Personally I don't think there's anything wrong with your battery. I might be like a "time bomb" Canon uses to make you buy a new battery.
It happened to me when using three Canon genuine batteries with my 5D Mark III camera...of course, one at a time
The oldest of the batteries started to show up in red when checking the status but it kept working just fine.

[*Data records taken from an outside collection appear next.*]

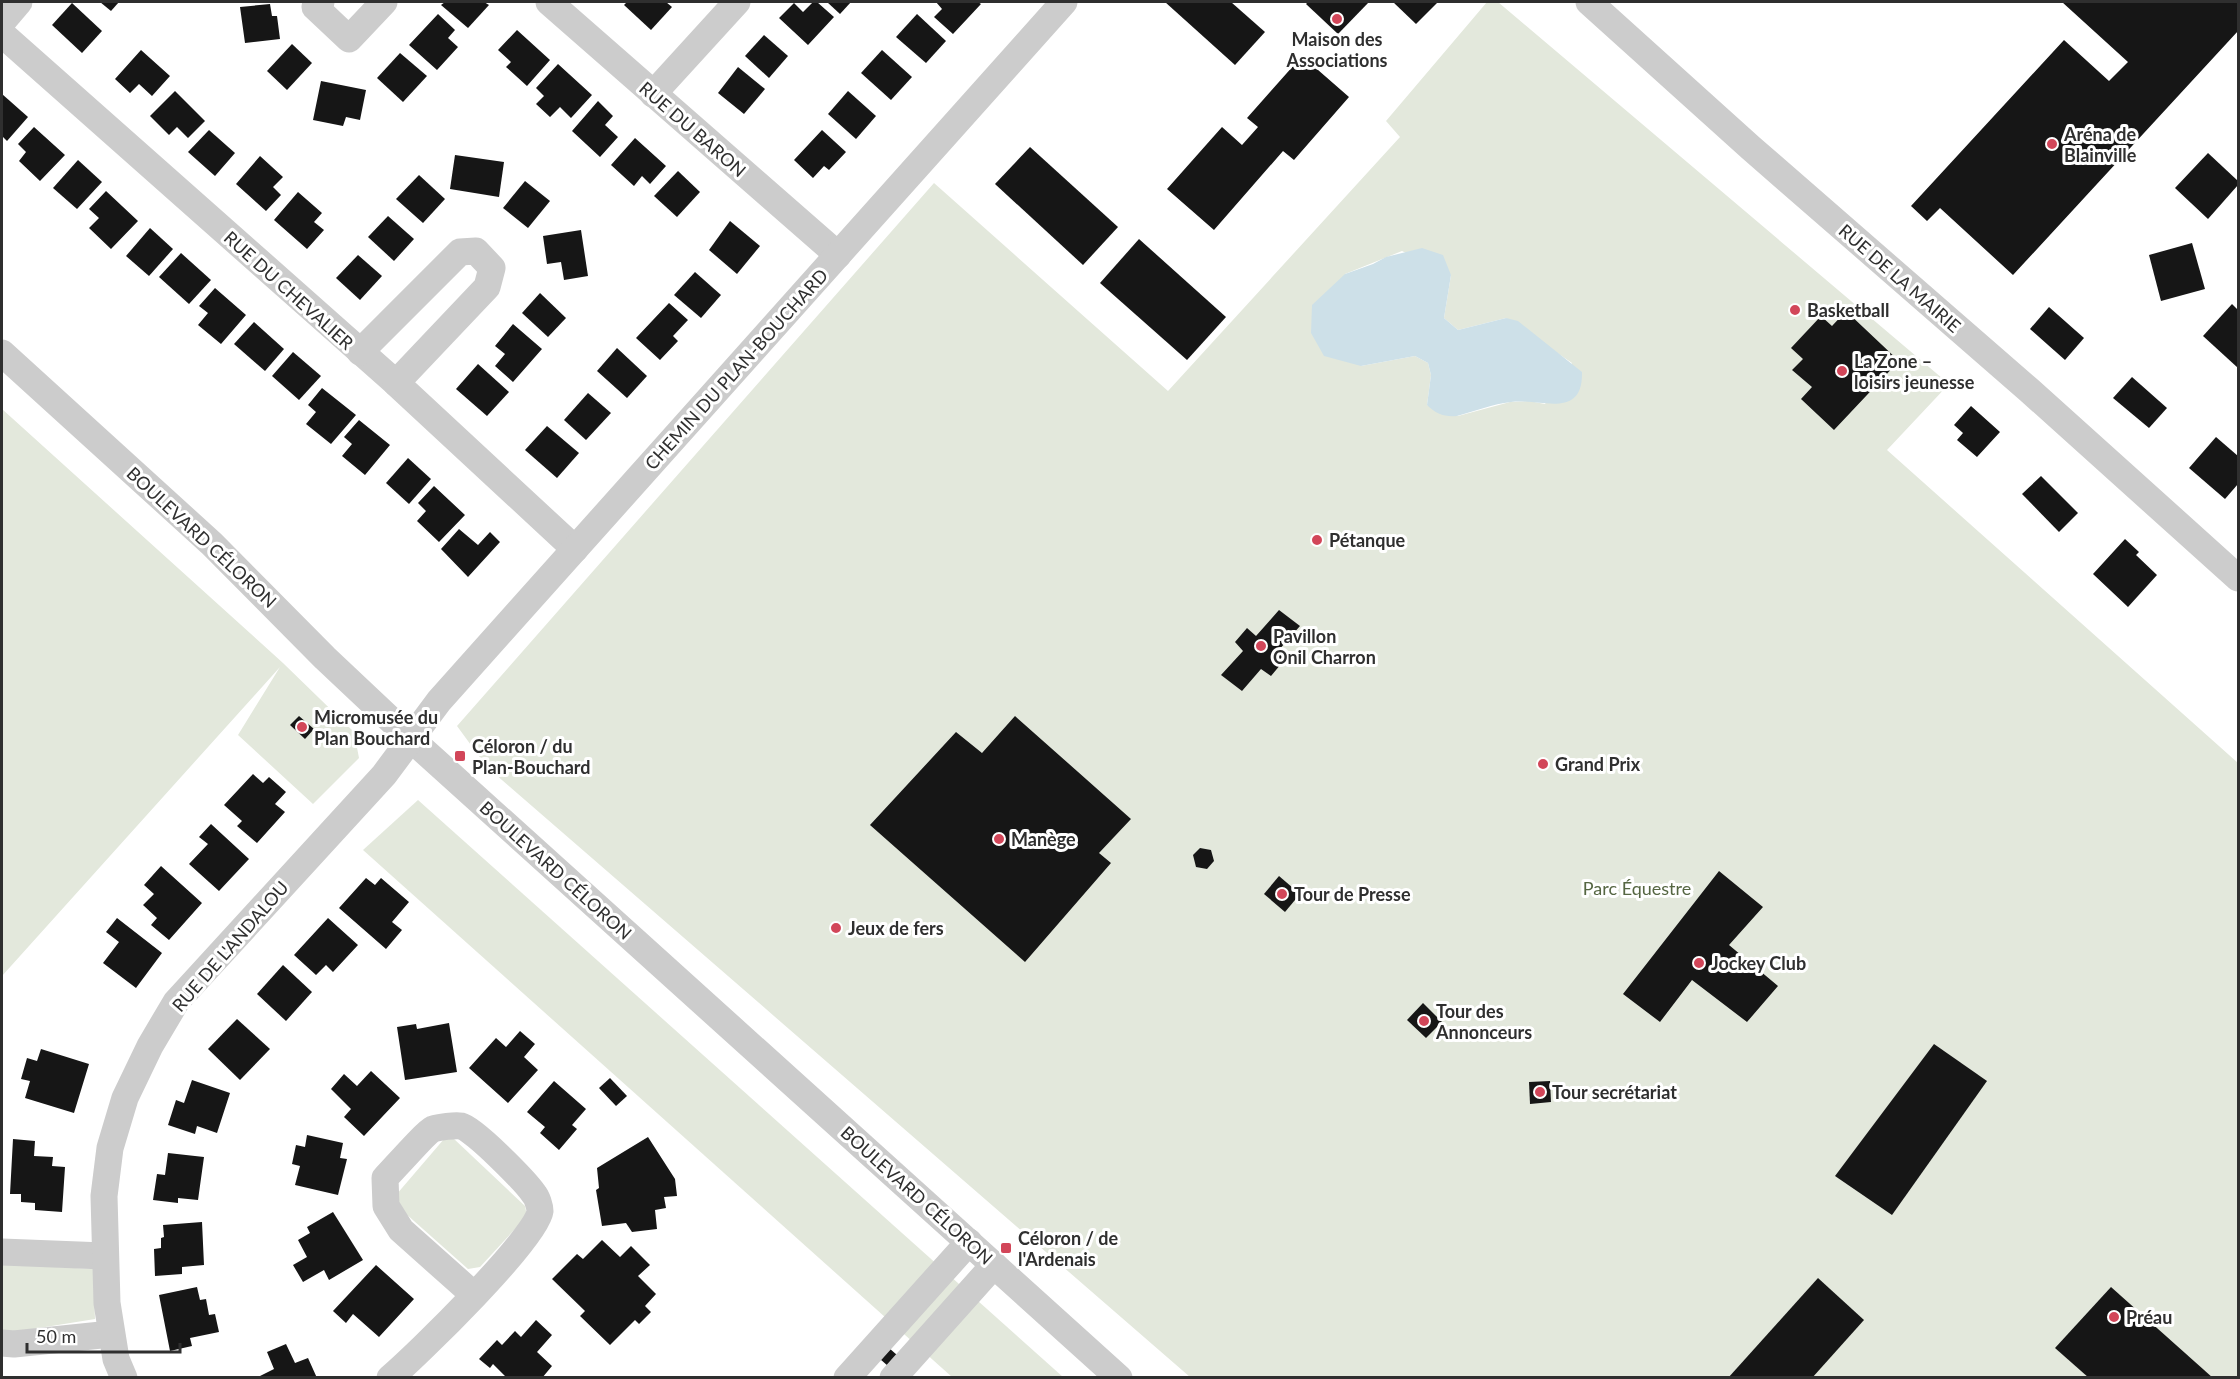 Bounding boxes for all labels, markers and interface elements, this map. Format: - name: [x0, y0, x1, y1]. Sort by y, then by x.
- marker: Maison des Associations: [1330, 12, 1344, 26]
- place label: Maison des Associations: [1286, 28, 1388, 71]
- street label: RUE DU BARON: [635, 77, 751, 181]
- place label: Aréna de Blainville: [2063, 123, 2137, 166]
- marker: Aréna de Blainville: [2045, 137, 2059, 151]
- street label: RUE DE LA MAIRIE: [1835, 219, 1965, 337]
- street label: RUE DU CHEVALIER: [220, 226, 359, 354]
- street label: CHEMIN DU PLAN-BOUCHARD: [640, 264, 832, 474]
- place label: Basketball: [1807, 299, 1889, 321]
- marker: Basketball: [1788, 303, 1802, 317]
- place label: La Zone – loisirs jeunesse: [1854, 350, 1975, 393]
- marker: La Zone – loisirs jeunesse: [1835, 364, 1849, 378]
- street label: BOULEVARD CÉLORON: [123, 462, 281, 612]
- place label: Pétanque: [1329, 529, 1406, 551]
- marker: Pétanque: [1310, 533, 1324, 547]
- place label: Pavillon Onil Charron: [1273, 625, 1376, 668]
- marker: Pavillon Onil Charron: [1254, 639, 1268, 653]
- place label: Micromusée du Plan Bouchard: [314, 706, 438, 749]
- marker: Micromusée du Plan Bouchard: [295, 720, 309, 734]
- place label: Céloron / du Plan-Bouchard: [472, 735, 590, 778]
- marker: Céloron / du Plan-Bouchard: [453, 749, 467, 763]
- place label: Grand Prix: [1555, 753, 1641, 775]
- marker: Grand Prix: [1536, 757, 1550, 771]
- street label: BOULEVARD CÉLORON: [476, 796, 636, 944]
- place label: Manège: [1011, 828, 1076, 850]
- marker: Manège: [992, 832, 1006, 846]
- street label: RUE DE L'ANDALOU: [167, 876, 293, 1016]
- park label: Parc Équestre: [1583, 877, 1691, 899]
- place label: Tour de Presse: [1294, 883, 1411, 905]
- marker: Tour de Presse: [1275, 887, 1289, 901]
- place label: Jeux de fers: [848, 917, 944, 939]
- marker: Jeux de fers: [829, 921, 843, 935]
- place label: Jockey Club: [1711, 952, 1806, 974]
- marker: Jockey Club: [1692, 956, 1706, 970]
- place label: Tour des Annonceurs: [1435, 1000, 1532, 1043]
- marker: Tour des Annonceurs: [1417, 1014, 1431, 1028]
- place label: Tour secrétariat: [1552, 1081, 1677, 1103]
- marker: Tour secrétariat: [1533, 1085, 1547, 1099]
- street label: BOULEVARD CÉLORON: [837, 1121, 997, 1269]
- place label: Céloron / de l'Ardenais: [1018, 1227, 1118, 1270]
- marker: Céloron / de l'Ardenais: [999, 1241, 1013, 1255]
- place label: Préau: [2126, 1306, 2172, 1328]
- marker: Préau: [2107, 1310, 2121, 1324]
- scale bar: [27, 1316, 180, 1354]
- text: 50 m: [36, 1325, 76, 1347] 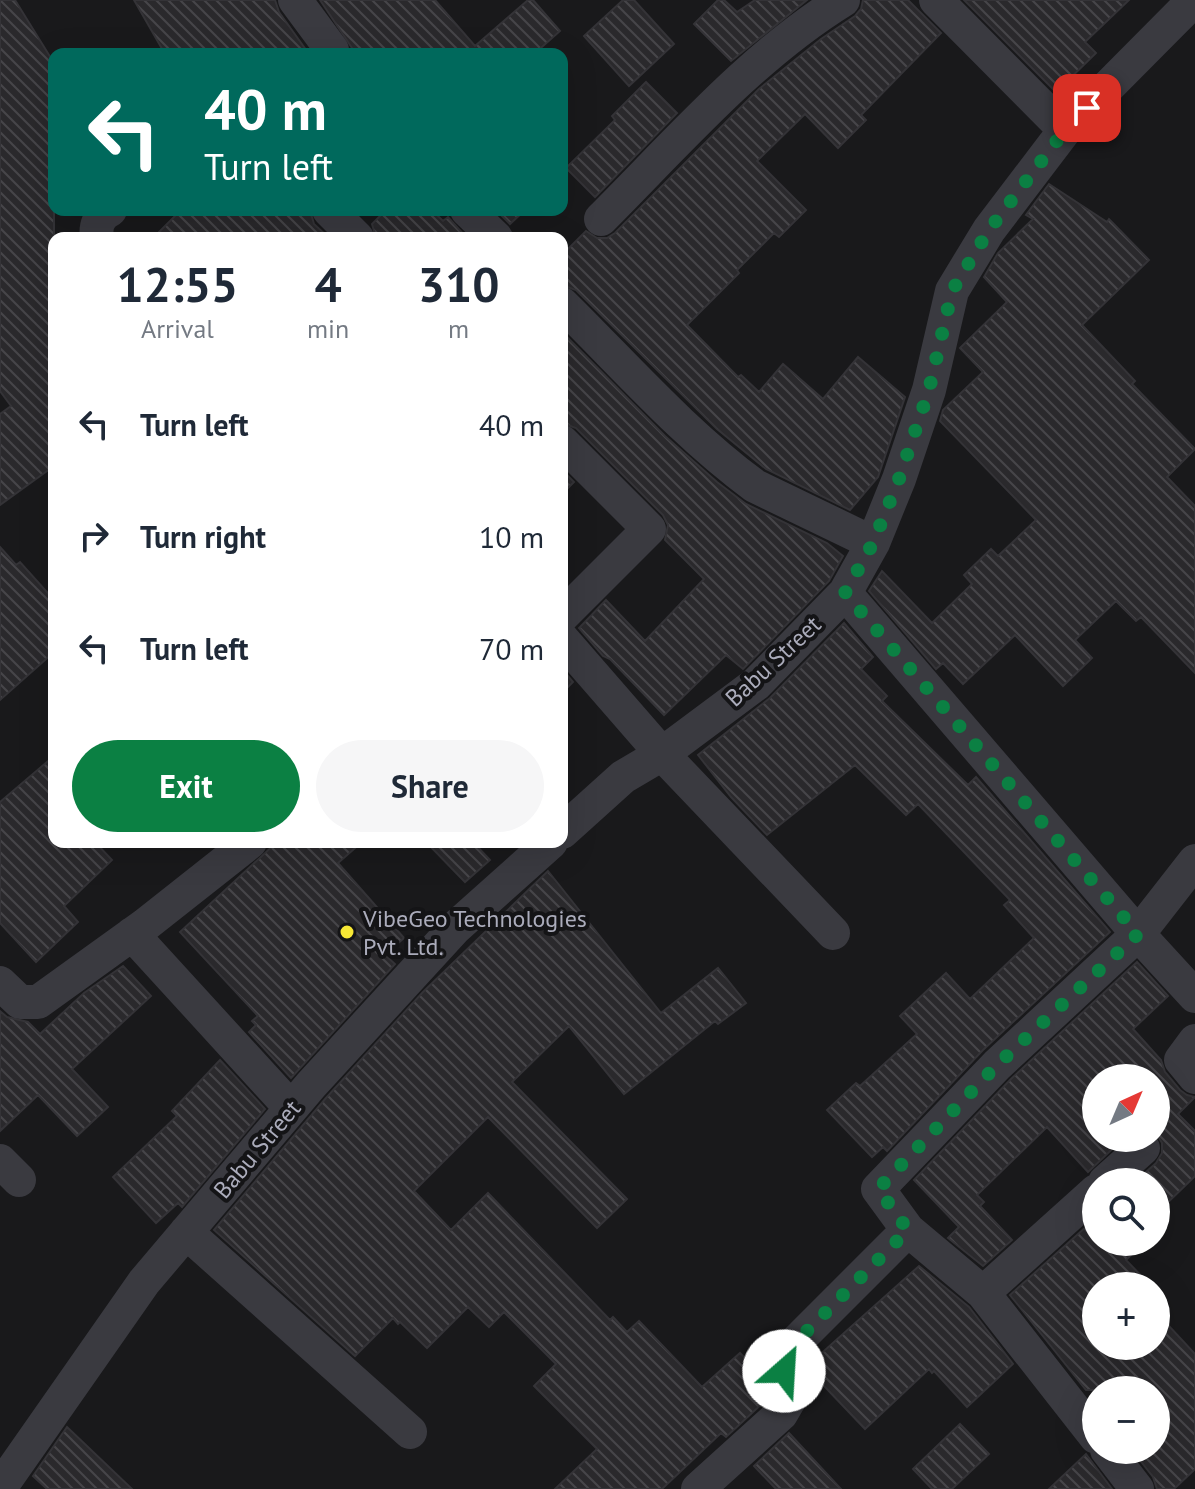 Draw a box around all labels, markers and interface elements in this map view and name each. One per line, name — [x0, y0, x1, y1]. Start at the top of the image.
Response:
text: 40 m — [204, 73, 327, 145]
pin — [1053, 74, 1121, 142]
icon: left — [72, 80, 176, 184]
icon: arrive — [1065, 86, 1109, 130]
text: Turn left — [204, 143, 333, 190]
text: 12:55 — [117, 253, 238, 315]
text: 4 — [314, 253, 342, 315]
text: 310 — [418, 253, 499, 315]
text: Arrival — [141, 312, 214, 345]
text: min — [307, 312, 349, 345]
text: m — [448, 312, 469, 345]
icon: left — [72, 402, 116, 446]
text: Turn left — [140, 405, 248, 444]
text: 40 m — [479, 405, 544, 444]
icon: right — [72, 514, 116, 558]
text: Turn right — [140, 517, 266, 556]
text: 10 m — [479, 517, 544, 556]
street label: Babu Street — [719, 609, 827, 713]
icon: left — [72, 626, 116, 670]
text: Turn left — [140, 629, 248, 668]
text: 70 m — [479, 629, 544, 668]
button: Exit — [72, 740, 300, 832]
button: Share — [316, 740, 544, 832]
place label: VibeGeo Technologies Pvt. Ltd. — [362, 903, 587, 962]
marker: VibeGeo Technologies Pvt. Ltd. — [338, 923, 356, 941]
north arrow — [1082, 1064, 1170, 1152]
map controls — [1082, 1064, 1170, 1464]
street label: Babu Street — [207, 1093, 307, 1205]
button: search — [1082, 1168, 1170, 1256]
button: + — [1082, 1272, 1170, 1360]
position arrow — [742, 1329, 826, 1413]
button: − — [1082, 1376, 1170, 1464]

I think you can safely ignore the red warning and keep on shooting.
Nelu


----------



## fullstop (Jun 11, 2018)

Personally I exchange Canon Power Packs when performance status indicator goes red, because I don't want to risk being caught out somewhere with a battery pack going "unchargeable". There should however be no safety risks even in continued use - protection circuitry should remain functional, but charge capacity has deteriorated. 
http://learn.usa.canon.com/resources/articles/2011/eos5dmarkii_lp_e6_battery_article.shtml



> Battery Performance: It’s a fact that rechargeable batteries have a finite number of charge-discharge-charge cycles they can go through, after which they can begin to lose their ability to hold a charge. While the LP-E6 should allow photographers hundreds of charge-discharge cycles, it’s useful for the working photographer to know whether a battery pack is nearing the end of its useful life after several years of use. The Battery Performance indicator does just that, with a 4-stage icon:
> 3 Green Squares: Battery is providing full performance each time it’s charged
> 2 Green Squares: Battery still producing good power each time charged, but not to the level of a brand-new LP-E6 battery pack
> 1 Green Square: Battery is nearing end of its useful life; full recharge will not deliver performance matching a new LP-E6 battery
> 1 Red Square: Battery has reached the end of its useful life, and should be discarded and replaced with a new LP-E6 battery pack. Recharging or re-conditioning will not enhance its performance.


----------



## Mt Spokane Photography (Jun 11, 2018)

Batteries last XXX recharges on the average. There is a lot of variation, but the live indicator is telling you that the number of recharges has reached average life expectancy. The battery might go on for years, but if it was a single, then I'd say it was time to get a backup. Since you have extra batteries, use it until it no longer keeps a good enough charge. The newer batteries have a date stamped on them, so if there is no date, its getting very old.


----------



## AlanF (Jun 11, 2018)

2 of my 5 LP-E6 and Ns have been red for years and hold their charge as well as, if not better than, the greens with a couple of bars. I’ll keep on using them as I always carry enough spares.


----------



## [email protected] (Jun 11, 2018)

I once read in a Canon manual somewhere that the bars had more to do with recharging efficiency. The vague notion I have in my memory was that at some point, the batteries will be so inefficient in charging that they will not charge.


----------



## fullstop (Jun 11, 2018)

Mt Spokane Photography said:


> Batteries last XXX recharges on the average. There is a lot of variation, but the live indicator is telling you that the number of recharges has reached average life expectancy.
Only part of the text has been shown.